An Introduction To NoSQL & Apache Cassandra

By Akhil on January 8, 2015 in Apache Cassandra 1

Introduction

For over thirty years Relations Database Management Systems (RDBMS) has been the de facto choice for an applications data storage needs. In the recent years RDBMS domination over the storage space has been challenged due to need to store huge amounts of structured, semi structured and unstructured data. The recent explosion in data, both structured and unstructured, has made the need to scale and handle non relational data imperative. International Data Corporation (IDC) estimates that the worlds digital information is doubling every two year a large part of which is semi structured or unstructured data. This has led to the emergence of a large number of open source and commercial RDBMS alternatives.

Scaling Database

So what is scalability? Scalability of a DBMS is its ability to handle a growing workload in an efficient and cost effective manner. There are essentially two ways to scale a database:

Vertical Scaling - Vertical scaling is also known as scaling up. Vertical scaling refers to adding more resource to a single node i.e. adding in additional CPU, RAM and Disk to enable a single node to handle a growing workload. Vertical scaling has a number of limitations the most obvious one being outgrowing the largest available system. Vertical scaling is also more expensive as your grow. Cost wise scaling vertically is not linear.
Horizontal Scaling - Horizontal scaling is sometimes referred to as scale out. Horizontal scaling is adding capacity by increasing the number of machines/nodes to a system so that each node can share the processing. Horizontal scaling is a cheaper and more flexible option. This flexibility does come with a cost. Sharing processing and storage amongst an army of nodes is complex.
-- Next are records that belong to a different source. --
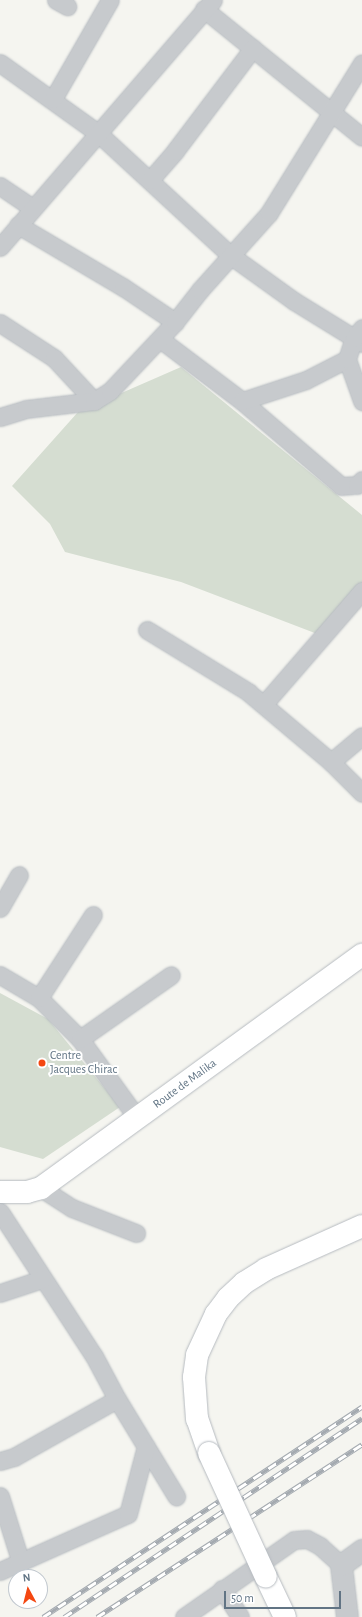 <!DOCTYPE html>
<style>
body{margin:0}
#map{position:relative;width:362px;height:1617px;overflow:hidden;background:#f5f5f0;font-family:"Alegreya Sans",sans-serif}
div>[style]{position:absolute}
.green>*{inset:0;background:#d5ddd1}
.roads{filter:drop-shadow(0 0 1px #b6bbc0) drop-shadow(0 0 1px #b6bbc0)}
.minor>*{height:17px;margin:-8.5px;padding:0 8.5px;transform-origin:8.5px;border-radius:8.5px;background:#c7cacd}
.tertiary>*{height:21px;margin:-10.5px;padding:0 10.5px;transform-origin:10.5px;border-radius:10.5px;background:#c7cacd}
.secondary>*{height:22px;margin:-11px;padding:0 11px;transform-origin:11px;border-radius:11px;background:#fff}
.rail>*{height:4.5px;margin-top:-2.25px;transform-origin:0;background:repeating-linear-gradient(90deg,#fff 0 9px,#a4aab0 0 18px);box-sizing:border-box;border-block:1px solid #a4aab0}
.bridges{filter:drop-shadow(0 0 1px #b6bbc0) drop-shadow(0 0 1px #b6bbc0)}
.secondary-bridge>*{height:22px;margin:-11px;padding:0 11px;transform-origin:11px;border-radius:11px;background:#fff}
.dots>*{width:11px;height:11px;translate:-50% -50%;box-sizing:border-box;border:2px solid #fff;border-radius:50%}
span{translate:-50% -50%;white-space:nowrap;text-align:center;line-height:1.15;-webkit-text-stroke:4px #fff;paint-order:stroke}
.poi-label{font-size:12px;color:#617484}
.left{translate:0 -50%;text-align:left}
.street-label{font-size:12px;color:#617484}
.north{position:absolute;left:8px;top:1569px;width:40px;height:40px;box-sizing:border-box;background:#fff;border:1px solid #c0c7ce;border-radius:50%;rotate:353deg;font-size:11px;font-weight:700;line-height:16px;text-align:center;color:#617484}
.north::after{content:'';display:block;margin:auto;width:14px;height:18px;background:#f44711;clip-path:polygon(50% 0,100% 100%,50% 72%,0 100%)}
.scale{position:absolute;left:224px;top:1591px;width:117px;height:18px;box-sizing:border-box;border:2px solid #617484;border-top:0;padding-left:5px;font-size:12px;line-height:14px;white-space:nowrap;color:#617484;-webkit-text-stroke:3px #fff;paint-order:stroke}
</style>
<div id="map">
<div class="green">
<i style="clip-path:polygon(181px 367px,362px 515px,362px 588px,320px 635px,181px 582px,65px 552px,50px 524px,12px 486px,78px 412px)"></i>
<i style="clip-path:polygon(0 993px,48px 1019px,120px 1107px,43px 1159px,0 1147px)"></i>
</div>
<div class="roads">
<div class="minor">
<i style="left:56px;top:0;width:13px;rotate:29deg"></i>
<i style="left:204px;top:9px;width:203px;rotate:39deg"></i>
<i style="left:0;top:63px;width:122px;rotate:35.6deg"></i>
<i style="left:99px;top:134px;width:178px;rotate:42.7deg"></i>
<i style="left:230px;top:255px;width:79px;rotate:35.7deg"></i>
<i style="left:294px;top:301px;width:80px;rotate:31.7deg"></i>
<i style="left:53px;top:99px;width:114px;rotate:-60.1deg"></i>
<i style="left:150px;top:180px;width:38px;rotate:-49deg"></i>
<i style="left:175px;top:151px;width:129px;rotate:-52.9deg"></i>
<i style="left:0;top:186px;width:40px;rotate:34deg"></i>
<i style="left:18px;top:225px;width:122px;rotate:30.6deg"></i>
<i style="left:123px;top:287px;width:63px;rotate:33.9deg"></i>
<i style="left:0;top:247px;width:326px;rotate:-49.2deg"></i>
<i style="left:0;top:323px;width:64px;rotate:32.9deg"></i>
<i style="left:54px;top:358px;width:59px;rotate:47.1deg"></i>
<i style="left:160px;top:339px;width:103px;rotate:37.1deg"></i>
<i style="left:242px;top:401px;width:130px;rotate:40.6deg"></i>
<i style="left:341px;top:486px;width:16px;rotate:-4deg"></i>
<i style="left:357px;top:485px;width:7px;rotate:-45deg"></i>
<i style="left:347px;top:359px;width:45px;rotate:70.3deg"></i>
<i style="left:242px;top:401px;width:67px;rotate:-18.2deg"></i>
<i style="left:306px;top:380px;width:46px;rotate:-27.1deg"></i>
<i style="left:347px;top:359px;width:22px;rotate:-72deg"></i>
<i style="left:354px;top:338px;width:13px;rotate:-51deg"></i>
<i style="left:0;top:417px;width:27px;rotate:-17deg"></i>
<i style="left:26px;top:409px;width:68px;rotate:-6.7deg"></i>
<i style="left:94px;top:401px;width:19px;rotate:-32deg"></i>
<i style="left:110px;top:391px;width:95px;rotate:-46.7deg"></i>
<i style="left:175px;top:322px;width:41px;rotate:-52deg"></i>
<i style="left:200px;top:290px;width:103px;rotate:-48.1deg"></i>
<i style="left:269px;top:213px;width:176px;rotate:-58.2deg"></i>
<i style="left:147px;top:630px;width:119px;rotate:31.5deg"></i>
<i style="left:248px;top:692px;width:109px;rotate:40.1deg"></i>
<i style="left:331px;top:762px;width:44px;rotate:45deg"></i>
<i style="left:264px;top:704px;width:150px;rotate:-49.1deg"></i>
<i style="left:331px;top:762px;width:40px;rotate:-40deg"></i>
<i style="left:0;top:908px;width:38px;rotate:-60deg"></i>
<i style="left:0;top:975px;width:45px;rotate:30.5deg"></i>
<i style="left:39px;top:998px;width:58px;rotate:45deg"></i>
<i style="left:80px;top:1039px;width:99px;rotate:54.1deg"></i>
<i style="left:39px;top:998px;width:99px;rotate:-57deg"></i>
<i style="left:80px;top:1039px;width:111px;rotate:-35.1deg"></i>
<i style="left:41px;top:1188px;width:37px;rotate:33deg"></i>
<i style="left:72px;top:1208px;width:69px;rotate:21.3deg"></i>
<i style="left:0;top:1212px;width:172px;rotate:56.9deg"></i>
<i style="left:94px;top:1356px;width:49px;rotate:61.9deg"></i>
<i style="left:117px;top:1399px;width:114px;rotate:58.7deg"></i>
<i style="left:0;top:1293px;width:44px;rotate:-18.4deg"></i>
<i style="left:0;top:1461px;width:15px;rotate:-16deg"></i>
<i style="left:14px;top:1457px;width:118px;rotate:-29.4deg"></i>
<i style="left:0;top:1496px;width:70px;rotate:72.6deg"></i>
<i style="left:0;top:1571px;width:140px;rotate:-24deg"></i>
<i style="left:128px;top:1514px;width:70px;rotate:-75.2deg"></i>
<i style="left:222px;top:1589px;width:33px;rotate:57deg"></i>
<i style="left:184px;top:1617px;width:134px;rotate:-35deg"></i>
<i style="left:294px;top:1540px;width:13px;rotate:-4deg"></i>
<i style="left:307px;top:1539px;width:15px;rotate:28deg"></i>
<i style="left:320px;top:1546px;width:28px;rotate:42deg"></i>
</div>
<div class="tertiary">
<i style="left:347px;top:1617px;width:52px;rotate:-96.6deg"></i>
<i style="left:341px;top:1565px;width:26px;rotate:-36deg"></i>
</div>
<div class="secondary">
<i style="left:0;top:1192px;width:27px"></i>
<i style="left:27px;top:1192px;width:15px;rotate:-16deg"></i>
<i style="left:41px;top:1188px;width:397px;rotate:-36deg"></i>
<i style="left:209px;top:1453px;width:36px;rotate:-109deg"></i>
<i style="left:197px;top:1419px;width:42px;rotate:-94.1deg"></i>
<i style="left:194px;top:1377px;width:22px;rotate:-82deg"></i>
<i style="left:197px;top:1355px;width:45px;rotate:-65.1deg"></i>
<i style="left:216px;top:1314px;width:20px;rotate:-53deg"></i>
<i style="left:228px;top:1298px;width:22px;rotate:-43deg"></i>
<i style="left:244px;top:1283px;width:26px;rotate:-32deg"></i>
<i style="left:266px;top:1269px;width:105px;rotate:-24.1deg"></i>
<i style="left:266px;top:1577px;width:44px;rotate:64.6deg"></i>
</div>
</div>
<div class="rail">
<i style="left:43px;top:1617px;width:382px;rotate:-33.4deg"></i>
<i style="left:64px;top:1617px;width:358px;rotate:-33.7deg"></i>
<i style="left:97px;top:1617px;width:316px;rotate:-33.1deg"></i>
</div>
<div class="bridges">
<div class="secondary-bridge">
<i style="left:209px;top:1453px;width:136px;rotate:65.3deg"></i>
</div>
</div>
<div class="dots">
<i style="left:42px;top:1063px;background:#f44711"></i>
</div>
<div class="poi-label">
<span class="left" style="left:50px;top:1063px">Centre<br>Jacques Chirac</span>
</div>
<div class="street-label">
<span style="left:185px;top:1084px;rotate:-36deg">Route de Malika</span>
</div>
<div class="north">N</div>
<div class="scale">50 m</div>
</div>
Vertical vs Horizontal Scaling

New and emerging databases prefer to scale horizontally essentially because:

Capacity can be increased on the fly.
Cost effective in comparison to vertical scaling
And in theory it is infinitely scalable since adding nodes increases capacity proportionally.
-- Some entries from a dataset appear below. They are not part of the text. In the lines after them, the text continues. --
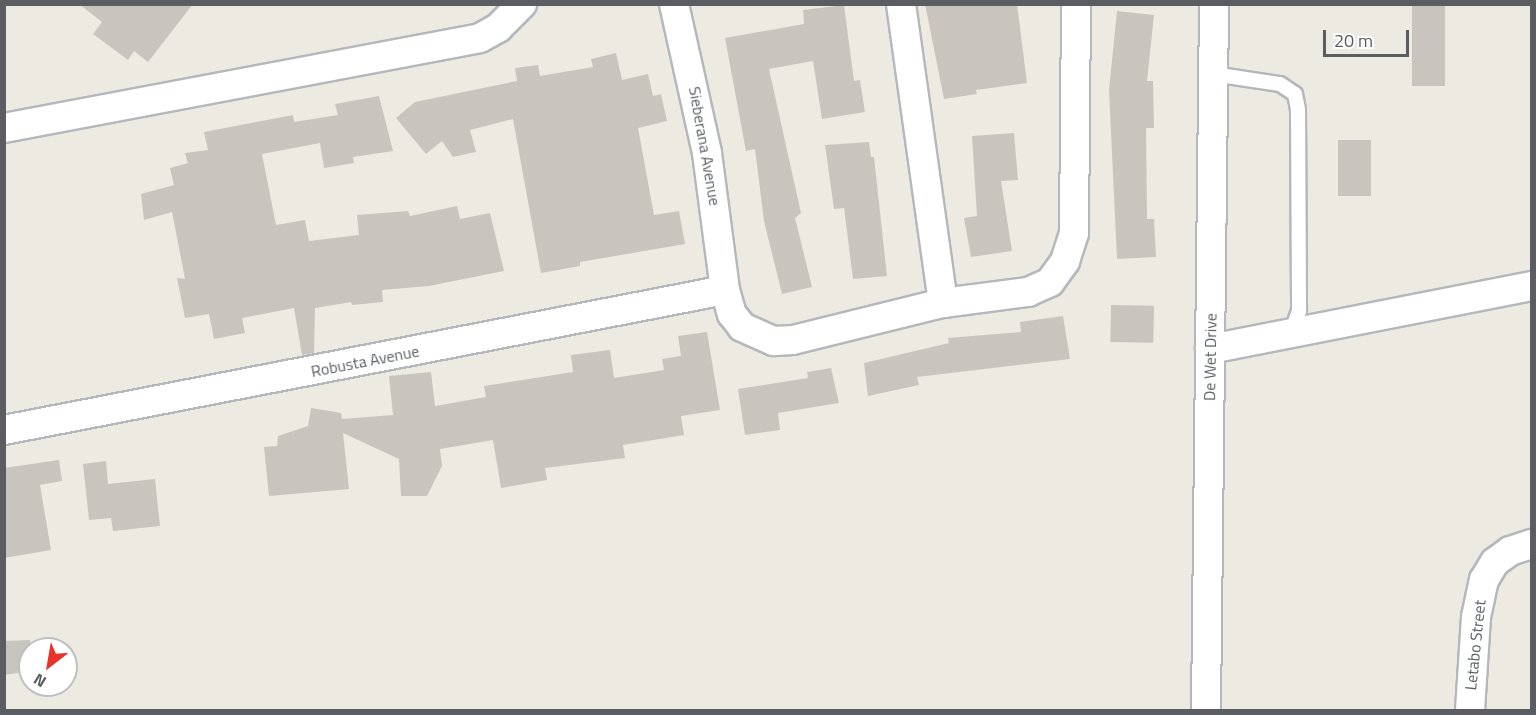 <!DOCTYPE html>
<html>
<head>
<meta charset="utf-8">
<style>
	body { margin:0 }
	#map { position:relative; width:1536px; height:715px; overflow:hidden; background:#edeae2; font-family:"Titillium Web",sans-serif }
	div>[style] { position:absolute }
	.building>* { inset:0; background:#c8c5bf; transform-origin:0 0 }
	.roads { filter:drop-shadow(2px 0 #b4b8bc) drop-shadow(-2px 0 #b4b8bc) drop-shadow(0 2px #b4b8bc) drop-shadow(0 -2px #b4b8bc) }
	.service>* { height:14px; margin:-7px; padding:0 7px; transform-origin:7px; border-radius:7px; background:#fff }
	.minor>* { height:28px; margin:-14px; padding:0 14px; transform-origin:14px; border-radius:14px; background:#fff }
	span { translate:-50% -50%; white-space:nowrap; text-align:center; line-height:1.15; -webkit-text-stroke:6px #fff; paint-order:stroke }
	.street-label { font-size:16px; color:#5a5e63 }
	.frame { position:absolute; inset:0; border:6px solid #5a5e63; pointer-events:none }
	.north { position:absolute; left:18px; top:637px; width:60px; height:60px; box-sizing:border-box; background:#fff; border:2px solid #bdbfc1; border-radius:50%; rotate:211deg; font-size:16px; font-weight:700; line-height:24px; text-align:center; color:#5a5e63 }
	.north::after { content:''; display:block; margin:auto; width:21px; height:27px; background:#e8342d; clip-path:polygon(50% 0,100% 100%,50% 72%,0 100%) }
	.scale { position:absolute; left:1323px; top:30px; width:86px; height:27px; box-sizing:border-box; border:3px solid #5a5e63; border-top:0; padding-left:8px; font-size:18px; line-height:21px; white-space:nowrap; color:#5a5e63; -webkit-text-stroke:4px #fff; paint-order:stroke }
</style>
</head>
<body>
<div id="map">
	<div class="building">
		<div style="clip-path:polygon(79px 4px,193px 4px,148px 62px,134px 51px,128px 60px,93px 34px,102px 22px)"></div>
		<div style="clip-path:polygon(925px 4px,1017px 4px,1027px 83px,976px 90px,977px 94px,944px 99px)"></div>
		<div style="left:1412px;top:4px;width:33px;height:82px"></div>
		<div style="clip-path:polygon(844px 5px,854px 81px,860px 80px,865px 112px,822px 119px,813px 61px,769px 69px,801px 213px,795px 218px,812px 287px,782px 294px,764px 221px,755px 149px,746px 151px,725px 38px,804px 24px,803px 10px)"></div>
		<div style="clip-path:polygon(1117px 11px,1154px 15px,1147px 81px,1153px 81px,1154px 128px,1146px 128px,1147px 219px,1154px 219px,1156px 257px,1117px 259px,1109px 90px)"></div>
		<div style="clip-path:polygon(616px 53px,622px 80px,648px 74px,653px 96px,661px 94px,667px 121px,638px 128px,654px 215px,679px 211px,685px 244px,580px 262px,580px 266px,541px 273px,513px 119px,470px 130px,476px 152px,453px 157px,442px 141px,426px 154px,396px 118px,415px 102px,517px 81px,515px 68px,538px 65px,540px 76px,593px 67px,591px 59px)"></div>
		<div style="clip-path:polygon(379px 96px,393px 151px,353px 157px,354px 163px,324px 168px,320px 143px,262px 154px,276px 225px,305px 220px,309px 241px,359px 235px,357px 215px,408px 211px,410px 216px,457px 206px,460px 219px,490px 213px,504px 271px,429px 286px,382px 290px,383px 302px,352px 305px,351px 302px,315px 308px,314px 353px,302px 355px,294px 308px,242px 318px,245px 333px,214px 339px,209px 314px,185px 318px,177px 278px,185px 279px,172px 212px,144px 220px,141px 194px,174px 185px,170px 168px,188px 163px,185px 153px,208px 150px,204px 132px,293px 115px,294px 122px,338px 115px,335px 104px)"></div>
		<div style="clip-path:polygon(1014px 133px,1018px 180px,1001px 181px,1012px 251px,971px 257px,964px 218px,977px 216px,972px 136px)"></div>
		<div style="left:1338px;top:140px;width:33px;height:56px"></div>
		<div style="clip-path:polygon(869px 142px,871px 157px,874px 157px,887px 276px,853px 279px,844px 208px,834px 209px,825px 145px)"></div>
		<div style="left:1111px;top:305px;width:43px;height:37px;rotate:1deg"></div>
		<div style="clip-path:polygon(1063px 316px,1070px 359px,917px 377px,919px 385px,868px 396px,864px 363px,949px 343px,948px 338px,1021px 332px,1020px 322px)"></div>
		<div style="clip-path:polygon(707px 332px,720px 410px,681px 416px,684px 435px,623px 445px,625px 458px,545px 468px,547px 480px,501px 488px,493px 440px,440px 449px,442px 466px,427px 496px,401px 496px,399px 459px,343px 433px,349px 489px,269px 496px,264px 447px,277px 446px,278px 436px,308px 426px,311px 408px,341px 413px,342px 419px,393px 415px,389px 376px,431px 372px,435px 406px,486px 397px,484px 386px,573px 372px,571px 355px,610px 350px,614px 378px,664px 370px,662px 359px,681px 356px,678px 336px)"></div>
		<div style="clip-path:polygon(831px 368px,839px 403px,778px 413px,780px 430px,745px 435px,738px 389px,808px 378px,807px 372px)"></div>
		<div style="clip-path:polygon(59px 460px,62px 481px,40px 485px,51px 550px,4px 558px,4px 468px)"></div>
		<div style="clip-path:polygon(106px 461px,108px 484px,155px 479px,160px 526px,113px 531px,111px 518px,89px 520px,83px 464px)"></div>
		<div style="clip-path:polygon(30px 640px,30px 671px,4px 675px,4px 641px)"></div>
	</div>
	<div class="roads">
		<div class="service">
			<div style="left:1213px;top:74px;width:68px;rotate:8.5deg"></div>
			<div style="left:1280px;top:84px;width:18px;rotate:34deg"></div>
			<div style="left:1295px;top:94px;width:16px;rotate:79deg"></div>
			<div style="left:1298px;top:110px;width:201px;rotate:89.7deg"></div>
			<div style="left:1299px;top:311px;width:15px;rotate:110deg"></div>
			<div style="left:1294px;top:325px;width:10px;rotate:135deg"></div>
		</div>
		<div class="minor">
			<div style="left:674px;top:4px;width:153px;rotate:77.5deg"></div>
			<div style="left:707px;top:153px;width:138px;rotate:82.5deg"></div>
			<div style="left:725px;top:290px;width:25px;rotate:74deg"></div>
			<div style="left:732px;top:314px;width:16px;rotate:52deg"></div>
			<div style="left:742px;top:327px;width:35px;rotate:24deg"></div>
			<div style="left:774px;top:341px;width:19px;rotate:-3deg"></div>
			<div style="left:793px;top:340px;width:154px;rotate:-13.9deg"></div>
			<div style="left:943px;top:303px;width:86px;rotate:-7.4deg"></div>
			<div style="left:1028px;top:292px;width:24px;rotate:-24deg"></div>
			<div style="left:1050px;top:282px;width:26px;rotate:-54deg"></div>
			<div style="left:1065px;top:261px;width:29px;rotate:-72deg"></div>
			<div style="left:1074px;top:233px;width:229px;rotate:-89.5deg"></div>
			<div style="left:901px;top:4px;width:302px;rotate:82deg"></div>
			<div style="left:4px;top:128px;width:484px;rotate:-10.7deg"></div>
			<div style="left:480px;top:38px;width:21px;rotate:-29deg"></div>
			<div style="left:498px;top:28px;width:34px;rotate:-45deg"></div>
			<div style="left:1210px;top:349px;width:328px;rotate:-11.1deg"></div>
			<div style="left:4px;top:430px;width:734px;rotate:-10.99deg"></div>
			<div style="left:1206px;top:710px;width:706px;rotate:-89.35deg"></div>
			<div style="left:1470px;top:710px;width:93px;rotate:-86.3deg"></div>
			<div style="left:1476px;top:617px;width:38px;rotate:-78deg"></div>
			<div style="left:1484px;top:580px;width:21px;rotate:-59deg"></div>
			<div style="left:1495px;top:562px;width:19px;rotate:-36deg"></div>
			<div style="left:1510px;top:551px;width:23px;rotate:-18deg"></div>
		</div>
	</div>
	<div class="street-label">
		<span style="left:705px;top:146px;rotate:80deg">Sieberana Avenue</span>
		<span style="left:1210px;top:357px;rotate:-89deg">De Wet Drive</span>
		<span style="left:365px;top:361px;rotate:-11deg">Robusta Avenue</span>
		<span style="left:1475px;top:645px;rotate:-84deg">Letabo Street</span>
	</div>
	<div class="frame"></div>
	<div class="north">N</div>
	<div class="scale">20 m</div>
</div>
</body>
</html>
Hardware Deployment Considerations

In order to understand the evolution in database design is it imperative to understand possible hardware deployment architectures. Essentially there are three different hardware architectures used by database systems.

Shared Memory i.e. Traditional Deployment Architecture - Shared memory is the standard traditional hardware architecture used by database systems. This architecture is characterised by having a number of cores sharing a block of RAM via a common cache and memory bus. Scaling using this approach (vertical scaling) is essentially buying bigger and better hardware i.e you scale by adding more CPU, RAM to your existing machine. Highly parallel shared memory machines are one of the cash cows of the hardware industry. Traditionally RDBMS database have been designed and worked well on shared memory architecture.
Shared Disk - A shared disk approach is characterised by a number of independent nodes which have their own RAM and CPU but share a common disk. Shared disk file systems use Storage Area Network (SAN) to provide direct disk access from multiple computers at a block level. The Shared Disk architecture has gained traction with the rise in popularity of a Storage Area Networks (SAN). Popular RDBMS such as Oracle and MS SQL use a shared disk architecture in order to scale horizontally.
Shared Nothing - A shared nothing architecture is characterized by having a cluster of independent machines communicating over a high speed network. There is no way of accessing memory or disk of another system. It is up to the database implementor to coordinate efficiently among various machines. Each part of a cluster stores a portion of the data and thus data storage is spread across the cluster. The main advantage of this approach is the ability to scale. Shared nothing architectures are scalable linearly because there is no single bottleneck in the architecture and have been proven to scale linearly.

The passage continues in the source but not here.